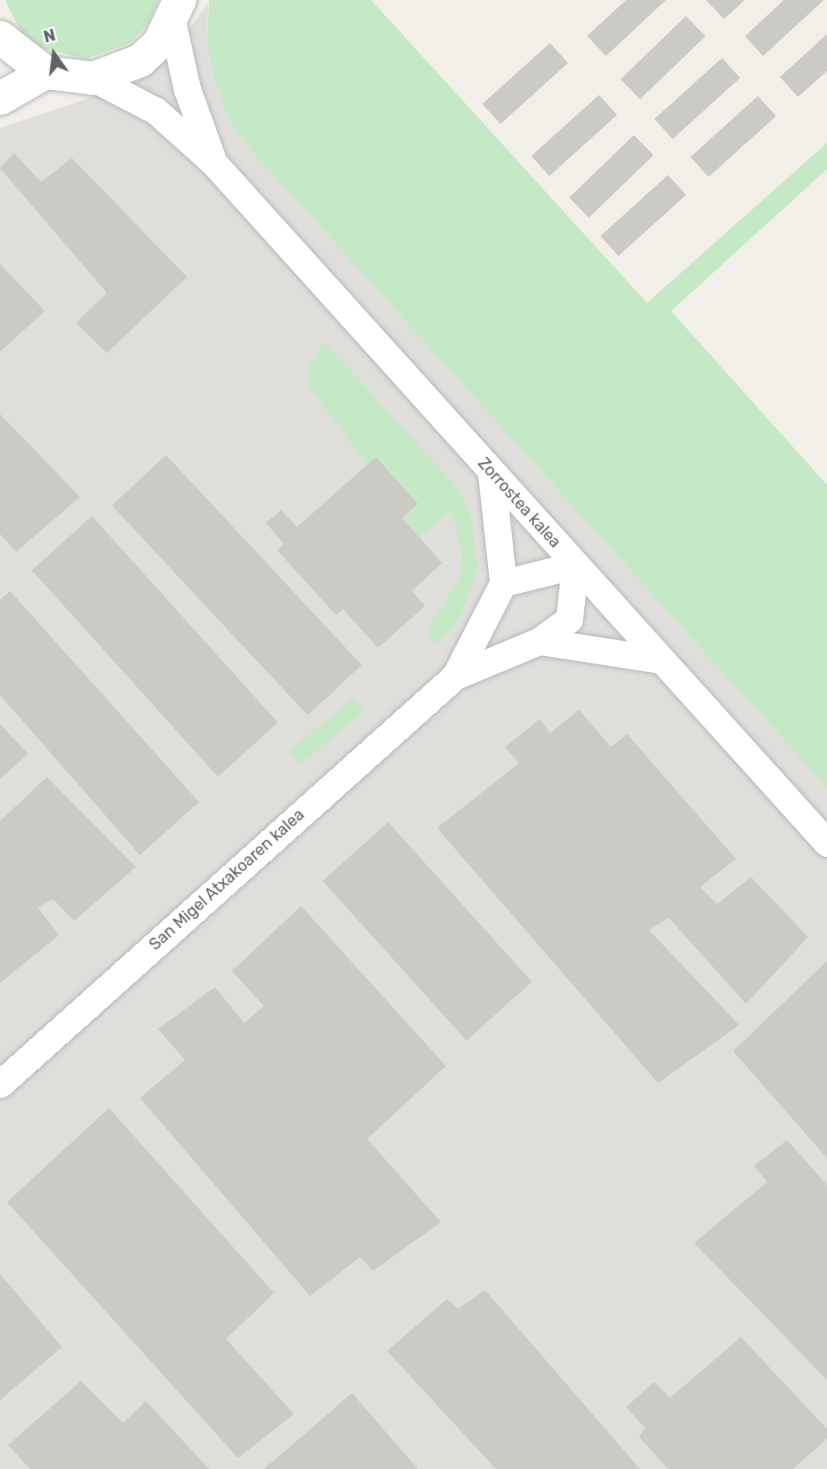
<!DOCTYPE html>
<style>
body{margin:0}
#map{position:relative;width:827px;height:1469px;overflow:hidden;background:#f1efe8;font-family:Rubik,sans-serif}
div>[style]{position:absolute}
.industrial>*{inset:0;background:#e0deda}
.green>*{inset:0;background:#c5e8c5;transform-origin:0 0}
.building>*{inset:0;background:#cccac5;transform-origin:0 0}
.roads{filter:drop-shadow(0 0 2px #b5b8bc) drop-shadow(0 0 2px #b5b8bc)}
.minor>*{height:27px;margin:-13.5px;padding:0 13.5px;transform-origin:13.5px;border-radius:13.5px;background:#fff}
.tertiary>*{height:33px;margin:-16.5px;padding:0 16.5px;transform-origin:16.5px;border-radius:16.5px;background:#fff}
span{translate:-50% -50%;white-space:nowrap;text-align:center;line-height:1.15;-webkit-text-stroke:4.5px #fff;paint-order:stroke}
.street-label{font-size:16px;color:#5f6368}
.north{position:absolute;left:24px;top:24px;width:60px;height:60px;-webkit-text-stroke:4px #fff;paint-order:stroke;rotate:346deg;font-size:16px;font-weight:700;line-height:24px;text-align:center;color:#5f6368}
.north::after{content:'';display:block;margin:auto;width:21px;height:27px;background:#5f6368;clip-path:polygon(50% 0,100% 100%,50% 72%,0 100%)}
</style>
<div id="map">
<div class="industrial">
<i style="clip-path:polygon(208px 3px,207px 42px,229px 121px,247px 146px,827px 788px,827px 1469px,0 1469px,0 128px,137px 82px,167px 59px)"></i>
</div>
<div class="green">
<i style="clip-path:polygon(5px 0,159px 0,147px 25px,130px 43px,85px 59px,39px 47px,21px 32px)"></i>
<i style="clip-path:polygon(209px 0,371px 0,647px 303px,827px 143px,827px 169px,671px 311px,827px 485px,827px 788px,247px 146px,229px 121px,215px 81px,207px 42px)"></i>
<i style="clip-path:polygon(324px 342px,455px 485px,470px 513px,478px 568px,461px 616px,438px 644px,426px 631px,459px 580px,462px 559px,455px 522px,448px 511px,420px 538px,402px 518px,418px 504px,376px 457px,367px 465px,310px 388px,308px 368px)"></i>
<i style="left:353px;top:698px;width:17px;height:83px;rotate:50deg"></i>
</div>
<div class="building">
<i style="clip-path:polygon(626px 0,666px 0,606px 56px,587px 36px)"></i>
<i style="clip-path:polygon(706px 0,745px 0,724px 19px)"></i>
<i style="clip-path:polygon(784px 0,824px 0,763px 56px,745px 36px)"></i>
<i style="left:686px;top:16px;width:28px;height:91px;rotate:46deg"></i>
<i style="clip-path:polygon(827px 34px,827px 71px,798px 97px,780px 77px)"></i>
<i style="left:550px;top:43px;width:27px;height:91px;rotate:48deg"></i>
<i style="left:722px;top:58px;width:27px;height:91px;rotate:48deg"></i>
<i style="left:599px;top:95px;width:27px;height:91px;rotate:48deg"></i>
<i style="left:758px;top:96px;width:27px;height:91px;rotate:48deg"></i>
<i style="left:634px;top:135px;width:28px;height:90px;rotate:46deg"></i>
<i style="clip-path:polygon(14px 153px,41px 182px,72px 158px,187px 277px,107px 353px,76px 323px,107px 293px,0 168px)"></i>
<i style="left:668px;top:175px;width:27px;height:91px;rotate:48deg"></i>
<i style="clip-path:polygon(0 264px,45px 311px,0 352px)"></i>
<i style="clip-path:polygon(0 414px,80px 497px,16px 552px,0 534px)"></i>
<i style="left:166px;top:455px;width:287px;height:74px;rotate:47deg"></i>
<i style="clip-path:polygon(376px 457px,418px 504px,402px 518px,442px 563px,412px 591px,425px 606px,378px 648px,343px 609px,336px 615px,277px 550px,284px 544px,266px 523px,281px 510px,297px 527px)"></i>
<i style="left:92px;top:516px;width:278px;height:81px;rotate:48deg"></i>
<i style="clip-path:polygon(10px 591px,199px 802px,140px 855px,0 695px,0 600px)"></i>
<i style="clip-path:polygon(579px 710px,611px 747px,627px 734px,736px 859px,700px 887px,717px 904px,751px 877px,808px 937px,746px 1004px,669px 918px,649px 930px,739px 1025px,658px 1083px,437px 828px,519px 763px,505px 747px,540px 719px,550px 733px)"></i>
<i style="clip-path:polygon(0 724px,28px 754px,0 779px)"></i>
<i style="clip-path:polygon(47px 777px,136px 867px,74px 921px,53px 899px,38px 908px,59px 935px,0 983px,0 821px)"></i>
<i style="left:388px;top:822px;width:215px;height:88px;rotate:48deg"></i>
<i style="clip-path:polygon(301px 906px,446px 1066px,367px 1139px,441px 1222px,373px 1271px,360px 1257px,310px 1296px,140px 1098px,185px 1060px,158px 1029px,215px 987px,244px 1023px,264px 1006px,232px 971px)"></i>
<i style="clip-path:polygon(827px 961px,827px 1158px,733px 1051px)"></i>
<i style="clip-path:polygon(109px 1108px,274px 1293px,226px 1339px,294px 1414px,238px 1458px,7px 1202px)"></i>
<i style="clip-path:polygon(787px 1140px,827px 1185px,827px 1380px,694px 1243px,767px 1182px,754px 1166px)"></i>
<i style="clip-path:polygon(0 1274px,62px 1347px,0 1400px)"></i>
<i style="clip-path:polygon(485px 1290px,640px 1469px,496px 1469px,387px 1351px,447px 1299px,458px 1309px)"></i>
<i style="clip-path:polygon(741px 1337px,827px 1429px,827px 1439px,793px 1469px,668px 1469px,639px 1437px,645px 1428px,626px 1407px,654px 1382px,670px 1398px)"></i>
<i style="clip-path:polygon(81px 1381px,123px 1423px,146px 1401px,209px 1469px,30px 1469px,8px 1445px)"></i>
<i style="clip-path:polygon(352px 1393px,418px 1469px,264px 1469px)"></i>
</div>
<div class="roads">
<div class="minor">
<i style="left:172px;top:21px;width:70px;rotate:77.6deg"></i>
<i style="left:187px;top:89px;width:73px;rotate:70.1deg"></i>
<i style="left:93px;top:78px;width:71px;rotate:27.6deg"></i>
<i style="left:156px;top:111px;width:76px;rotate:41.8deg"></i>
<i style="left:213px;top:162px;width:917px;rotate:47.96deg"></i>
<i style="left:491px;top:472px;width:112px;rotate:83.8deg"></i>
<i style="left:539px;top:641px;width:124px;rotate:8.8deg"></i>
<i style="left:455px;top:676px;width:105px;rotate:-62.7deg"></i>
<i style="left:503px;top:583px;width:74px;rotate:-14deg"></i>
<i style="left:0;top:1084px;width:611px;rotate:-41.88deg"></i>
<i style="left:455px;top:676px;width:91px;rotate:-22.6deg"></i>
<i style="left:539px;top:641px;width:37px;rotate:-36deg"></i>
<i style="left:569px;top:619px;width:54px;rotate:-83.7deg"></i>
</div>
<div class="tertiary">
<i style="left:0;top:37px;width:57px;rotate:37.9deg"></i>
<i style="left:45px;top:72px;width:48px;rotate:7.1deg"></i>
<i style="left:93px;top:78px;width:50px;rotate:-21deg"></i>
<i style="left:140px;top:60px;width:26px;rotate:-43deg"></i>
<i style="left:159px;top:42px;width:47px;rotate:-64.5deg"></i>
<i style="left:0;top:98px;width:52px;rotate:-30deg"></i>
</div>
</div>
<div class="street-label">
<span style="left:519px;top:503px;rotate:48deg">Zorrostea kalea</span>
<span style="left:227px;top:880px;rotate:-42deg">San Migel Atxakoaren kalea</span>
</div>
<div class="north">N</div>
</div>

........

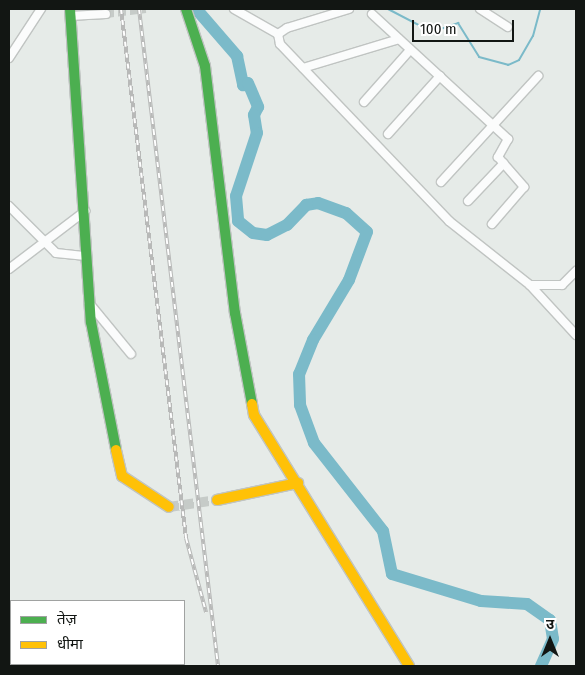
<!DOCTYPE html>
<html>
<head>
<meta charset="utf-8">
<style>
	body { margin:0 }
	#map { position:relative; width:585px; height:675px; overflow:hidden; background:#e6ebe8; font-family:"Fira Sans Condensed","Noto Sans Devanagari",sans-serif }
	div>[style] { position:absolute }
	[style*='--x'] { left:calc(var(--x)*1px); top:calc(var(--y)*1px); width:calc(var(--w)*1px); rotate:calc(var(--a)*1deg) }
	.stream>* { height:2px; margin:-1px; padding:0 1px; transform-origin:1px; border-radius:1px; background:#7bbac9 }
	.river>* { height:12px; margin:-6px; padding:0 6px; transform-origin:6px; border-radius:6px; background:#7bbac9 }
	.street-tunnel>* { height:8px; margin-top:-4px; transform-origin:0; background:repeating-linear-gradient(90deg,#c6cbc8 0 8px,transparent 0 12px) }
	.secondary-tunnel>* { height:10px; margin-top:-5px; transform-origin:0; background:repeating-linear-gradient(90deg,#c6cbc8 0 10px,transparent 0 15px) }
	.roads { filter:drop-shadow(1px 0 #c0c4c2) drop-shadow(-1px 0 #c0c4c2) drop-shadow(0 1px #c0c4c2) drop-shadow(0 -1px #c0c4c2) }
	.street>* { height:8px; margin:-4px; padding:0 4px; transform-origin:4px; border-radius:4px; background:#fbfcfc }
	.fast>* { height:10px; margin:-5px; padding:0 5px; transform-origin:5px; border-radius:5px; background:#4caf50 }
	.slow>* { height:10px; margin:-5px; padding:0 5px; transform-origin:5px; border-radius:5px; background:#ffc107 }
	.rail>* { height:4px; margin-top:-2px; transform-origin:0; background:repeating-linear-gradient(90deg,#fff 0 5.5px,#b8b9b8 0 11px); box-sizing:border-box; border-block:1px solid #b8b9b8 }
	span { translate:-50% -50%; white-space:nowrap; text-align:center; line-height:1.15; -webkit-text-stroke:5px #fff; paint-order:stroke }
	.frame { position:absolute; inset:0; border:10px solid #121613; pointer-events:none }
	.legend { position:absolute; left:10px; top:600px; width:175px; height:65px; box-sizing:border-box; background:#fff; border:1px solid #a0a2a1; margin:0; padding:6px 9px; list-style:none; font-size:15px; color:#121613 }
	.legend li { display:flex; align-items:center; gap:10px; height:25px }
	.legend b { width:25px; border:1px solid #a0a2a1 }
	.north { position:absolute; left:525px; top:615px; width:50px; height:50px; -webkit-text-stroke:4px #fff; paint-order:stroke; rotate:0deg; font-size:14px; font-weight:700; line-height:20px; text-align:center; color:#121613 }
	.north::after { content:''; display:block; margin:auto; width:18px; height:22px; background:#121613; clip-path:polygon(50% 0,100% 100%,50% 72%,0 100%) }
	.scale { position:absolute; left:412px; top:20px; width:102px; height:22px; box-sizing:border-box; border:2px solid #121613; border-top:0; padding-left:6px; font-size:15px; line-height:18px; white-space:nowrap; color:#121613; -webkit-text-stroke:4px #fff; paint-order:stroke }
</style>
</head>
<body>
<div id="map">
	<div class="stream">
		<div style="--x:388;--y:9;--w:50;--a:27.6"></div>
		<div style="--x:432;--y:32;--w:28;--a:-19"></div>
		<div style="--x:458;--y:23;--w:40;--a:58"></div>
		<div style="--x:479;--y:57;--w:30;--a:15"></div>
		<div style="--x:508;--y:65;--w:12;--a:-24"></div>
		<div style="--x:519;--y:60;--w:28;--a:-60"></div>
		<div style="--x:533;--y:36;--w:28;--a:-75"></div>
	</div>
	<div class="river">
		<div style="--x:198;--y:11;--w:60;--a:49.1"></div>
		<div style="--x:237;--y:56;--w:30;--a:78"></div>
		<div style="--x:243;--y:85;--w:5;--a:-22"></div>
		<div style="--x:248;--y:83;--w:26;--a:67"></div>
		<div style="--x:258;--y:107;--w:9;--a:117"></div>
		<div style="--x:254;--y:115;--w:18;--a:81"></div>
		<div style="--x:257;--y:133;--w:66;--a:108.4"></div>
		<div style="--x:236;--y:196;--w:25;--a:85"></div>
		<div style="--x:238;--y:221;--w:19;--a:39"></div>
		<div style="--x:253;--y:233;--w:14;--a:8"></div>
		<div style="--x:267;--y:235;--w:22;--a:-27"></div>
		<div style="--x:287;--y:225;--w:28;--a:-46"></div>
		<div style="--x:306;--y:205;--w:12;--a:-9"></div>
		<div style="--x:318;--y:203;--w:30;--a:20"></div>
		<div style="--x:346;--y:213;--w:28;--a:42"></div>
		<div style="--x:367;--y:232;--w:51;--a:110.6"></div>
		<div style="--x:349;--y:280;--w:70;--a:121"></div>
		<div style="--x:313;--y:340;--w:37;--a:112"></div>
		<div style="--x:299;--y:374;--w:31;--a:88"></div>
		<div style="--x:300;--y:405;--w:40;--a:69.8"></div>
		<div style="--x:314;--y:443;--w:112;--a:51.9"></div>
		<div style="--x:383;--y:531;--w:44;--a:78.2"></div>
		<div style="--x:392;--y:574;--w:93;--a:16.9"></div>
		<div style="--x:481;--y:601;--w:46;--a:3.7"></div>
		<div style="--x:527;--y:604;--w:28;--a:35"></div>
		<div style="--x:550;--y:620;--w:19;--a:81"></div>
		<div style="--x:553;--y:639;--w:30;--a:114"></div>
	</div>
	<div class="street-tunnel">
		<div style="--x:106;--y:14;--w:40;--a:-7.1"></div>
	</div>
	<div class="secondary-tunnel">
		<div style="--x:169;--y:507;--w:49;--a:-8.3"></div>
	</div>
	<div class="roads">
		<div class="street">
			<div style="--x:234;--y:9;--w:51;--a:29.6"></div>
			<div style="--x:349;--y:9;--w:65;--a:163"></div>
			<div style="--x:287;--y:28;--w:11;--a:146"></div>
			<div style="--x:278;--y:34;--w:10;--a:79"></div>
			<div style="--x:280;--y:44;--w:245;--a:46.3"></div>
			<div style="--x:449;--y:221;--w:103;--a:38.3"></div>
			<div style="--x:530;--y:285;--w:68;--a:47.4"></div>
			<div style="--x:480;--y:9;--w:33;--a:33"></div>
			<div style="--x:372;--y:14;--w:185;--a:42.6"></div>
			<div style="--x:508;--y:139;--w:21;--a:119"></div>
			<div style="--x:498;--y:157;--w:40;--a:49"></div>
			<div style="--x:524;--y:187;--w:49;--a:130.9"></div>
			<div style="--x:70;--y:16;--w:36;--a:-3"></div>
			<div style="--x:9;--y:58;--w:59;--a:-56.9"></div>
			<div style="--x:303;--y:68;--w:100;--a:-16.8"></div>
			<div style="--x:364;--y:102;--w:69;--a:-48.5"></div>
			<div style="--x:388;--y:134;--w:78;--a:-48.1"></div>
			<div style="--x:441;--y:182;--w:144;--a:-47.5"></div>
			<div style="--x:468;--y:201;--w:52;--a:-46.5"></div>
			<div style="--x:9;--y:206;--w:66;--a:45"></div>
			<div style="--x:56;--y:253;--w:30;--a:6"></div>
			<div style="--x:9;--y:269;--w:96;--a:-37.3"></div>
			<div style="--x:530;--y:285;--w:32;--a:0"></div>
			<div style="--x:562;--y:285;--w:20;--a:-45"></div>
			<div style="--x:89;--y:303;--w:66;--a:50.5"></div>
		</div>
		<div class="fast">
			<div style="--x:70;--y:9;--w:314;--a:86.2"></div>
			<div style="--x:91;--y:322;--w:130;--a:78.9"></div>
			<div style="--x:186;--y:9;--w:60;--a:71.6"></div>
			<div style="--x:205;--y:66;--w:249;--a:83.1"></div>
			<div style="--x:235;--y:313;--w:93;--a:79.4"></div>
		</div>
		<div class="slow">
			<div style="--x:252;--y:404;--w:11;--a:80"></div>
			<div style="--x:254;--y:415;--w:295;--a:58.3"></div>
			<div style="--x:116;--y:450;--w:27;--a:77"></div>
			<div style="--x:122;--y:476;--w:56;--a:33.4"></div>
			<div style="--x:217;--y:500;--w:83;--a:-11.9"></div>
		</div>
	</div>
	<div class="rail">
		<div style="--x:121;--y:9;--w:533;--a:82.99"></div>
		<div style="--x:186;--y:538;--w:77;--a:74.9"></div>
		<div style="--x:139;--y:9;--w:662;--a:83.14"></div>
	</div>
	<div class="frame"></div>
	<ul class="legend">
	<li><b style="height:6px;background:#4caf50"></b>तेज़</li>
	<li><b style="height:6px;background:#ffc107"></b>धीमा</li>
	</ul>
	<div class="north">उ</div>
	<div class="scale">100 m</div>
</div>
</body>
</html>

........

**HOW TO COMPLETE THIS TASK**. Say how many lines in the listing include the word "green", giving nothing but the number.

**WORKED SOLUTION**. 2